I have often heard and have at times gotten into arguments about whether the process of evolution has directionality. And this argument has seen lots of air time in the media recently. I realized the other day that there is a fictional dialog that lives in my head about this topic that misleads me about the actual source of disagreement.
If you picture the argument in your own mind’s eye you are likely to see that on one side there is a strong-Darwinian materialist claiming that the universe is like a blind clockmaker who stumbled upon this world through a process driven by nothing but chance. On the other side is a romantic fundamentalist claiming that monkeys cannot write Shakespeare and therefore there must be some intelligence guiding the evolutionary process.
What I realized was that no one actually denies (as far as I can tell) that there is an apparent directionality behind the universe’s unfolding. Evolution clearly happens in a particular direction. For instance you can’t imagine animals evolving on a barren planet before any plants appeared. Plants needed to come first – that is directionality.
What people do argue about is the mechanism of directionality. Darwin‘s hugely significant discovery was a theory that satisfactorily explained the apparent directionality of the evolution of species. That theory he called “Natural Selection by Chance Variation.” Essentially it states that the individuals of any given species are born with variations in characteristics. Some of these variations have survival advantages and are passed on genetically to offsprings. Over time successive generations will become more uniformly adapted to the environment. And at times one species transforms into a new one through this same mechanism.
Darwin had this insight and then sat on it for 20 years before publishing his findings in the book, “On the Origin of Species” and only then because another scientist published a paper explaining a dangerously similar theory. One of the reasons that Darwin’s theory was and is so controversial is that he explained the evolution of species, which meant the development of man, without needing to appeal to any form of intelligence or God. He could explain man’s development through purely mechanical means.
Darwin could see that evolution had directionality and he could explain that directionality through a process resting on chance variation and survival. There are good arguments against Natural Selection being the only mechanism through which evolution occurs and many find it necessary either for logical or sentimental reasons to theorize that some form of intelligence must be behind the process. But they are not arguing for or against directionality – they are arguing for or against telos.

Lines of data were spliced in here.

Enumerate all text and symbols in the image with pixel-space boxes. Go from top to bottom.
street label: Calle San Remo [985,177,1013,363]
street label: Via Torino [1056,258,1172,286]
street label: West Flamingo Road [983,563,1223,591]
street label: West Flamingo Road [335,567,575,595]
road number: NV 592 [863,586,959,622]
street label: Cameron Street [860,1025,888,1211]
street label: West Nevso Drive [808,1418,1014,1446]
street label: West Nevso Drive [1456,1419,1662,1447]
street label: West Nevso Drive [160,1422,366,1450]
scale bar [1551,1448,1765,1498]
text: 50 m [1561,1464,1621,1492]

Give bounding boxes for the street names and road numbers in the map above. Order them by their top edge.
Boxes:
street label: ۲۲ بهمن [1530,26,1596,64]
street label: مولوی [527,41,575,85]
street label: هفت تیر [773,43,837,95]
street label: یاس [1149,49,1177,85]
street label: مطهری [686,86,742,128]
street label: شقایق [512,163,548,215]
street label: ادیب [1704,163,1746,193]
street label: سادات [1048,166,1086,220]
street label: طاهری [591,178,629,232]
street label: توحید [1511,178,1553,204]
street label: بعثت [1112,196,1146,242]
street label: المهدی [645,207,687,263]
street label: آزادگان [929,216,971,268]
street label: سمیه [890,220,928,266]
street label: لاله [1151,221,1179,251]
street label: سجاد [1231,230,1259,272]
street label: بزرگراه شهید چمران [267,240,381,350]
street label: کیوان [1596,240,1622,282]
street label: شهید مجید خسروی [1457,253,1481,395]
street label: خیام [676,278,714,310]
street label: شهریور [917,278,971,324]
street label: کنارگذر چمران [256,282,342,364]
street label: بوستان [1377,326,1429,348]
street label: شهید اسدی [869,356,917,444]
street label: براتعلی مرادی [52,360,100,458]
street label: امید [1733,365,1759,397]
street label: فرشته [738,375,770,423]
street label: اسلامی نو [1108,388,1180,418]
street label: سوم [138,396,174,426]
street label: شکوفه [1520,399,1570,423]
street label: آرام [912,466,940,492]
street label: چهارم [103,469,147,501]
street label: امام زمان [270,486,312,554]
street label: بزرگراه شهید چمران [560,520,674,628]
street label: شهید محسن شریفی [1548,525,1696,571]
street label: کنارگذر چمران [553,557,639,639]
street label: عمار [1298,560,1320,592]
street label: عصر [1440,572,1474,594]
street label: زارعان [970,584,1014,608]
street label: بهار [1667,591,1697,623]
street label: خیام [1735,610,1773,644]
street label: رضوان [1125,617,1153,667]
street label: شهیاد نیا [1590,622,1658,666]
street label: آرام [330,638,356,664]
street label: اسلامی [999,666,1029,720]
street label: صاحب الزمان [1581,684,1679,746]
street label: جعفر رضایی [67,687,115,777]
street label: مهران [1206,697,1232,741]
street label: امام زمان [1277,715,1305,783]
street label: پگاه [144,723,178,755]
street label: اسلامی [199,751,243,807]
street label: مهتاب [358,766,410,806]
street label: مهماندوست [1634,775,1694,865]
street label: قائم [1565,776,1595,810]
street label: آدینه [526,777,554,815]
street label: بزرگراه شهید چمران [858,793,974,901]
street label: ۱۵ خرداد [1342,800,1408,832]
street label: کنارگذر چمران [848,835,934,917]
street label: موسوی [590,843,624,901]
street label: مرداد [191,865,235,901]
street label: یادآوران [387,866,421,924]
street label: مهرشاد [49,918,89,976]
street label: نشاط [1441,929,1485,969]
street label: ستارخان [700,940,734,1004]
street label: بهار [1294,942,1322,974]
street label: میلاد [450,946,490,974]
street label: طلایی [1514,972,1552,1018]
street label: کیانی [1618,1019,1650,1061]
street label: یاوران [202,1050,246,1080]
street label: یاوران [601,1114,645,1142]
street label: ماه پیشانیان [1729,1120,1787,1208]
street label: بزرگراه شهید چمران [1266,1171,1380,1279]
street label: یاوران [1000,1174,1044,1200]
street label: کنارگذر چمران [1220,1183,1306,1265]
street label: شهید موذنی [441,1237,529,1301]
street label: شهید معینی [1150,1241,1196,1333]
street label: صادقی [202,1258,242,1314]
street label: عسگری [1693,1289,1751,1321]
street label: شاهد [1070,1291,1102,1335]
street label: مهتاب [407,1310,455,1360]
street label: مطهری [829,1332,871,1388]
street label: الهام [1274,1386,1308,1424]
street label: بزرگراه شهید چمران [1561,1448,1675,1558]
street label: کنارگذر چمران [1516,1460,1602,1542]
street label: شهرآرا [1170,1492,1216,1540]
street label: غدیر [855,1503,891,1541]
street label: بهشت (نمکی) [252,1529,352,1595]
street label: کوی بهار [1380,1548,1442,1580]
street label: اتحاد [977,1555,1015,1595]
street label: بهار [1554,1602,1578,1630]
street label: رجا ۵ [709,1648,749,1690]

Telos is a Greek word meaning purpose. And this is where the problems start. Darwin found a mechanism for evolution that was devoid of purpose. If there is no intelligence behind evolution then there is no ultimate purpose, no final destination or goal that we and the universe are heading for. This leaves many of us with an uneasy feeling because it goes against our deeply felt conviction that there is a purpose to life, that there is meaning to existence. So this is the actual point that the argument pivots on, not if there is directionality to evolution – for surely there is that – but if there is purpose. OK, let the argument continue.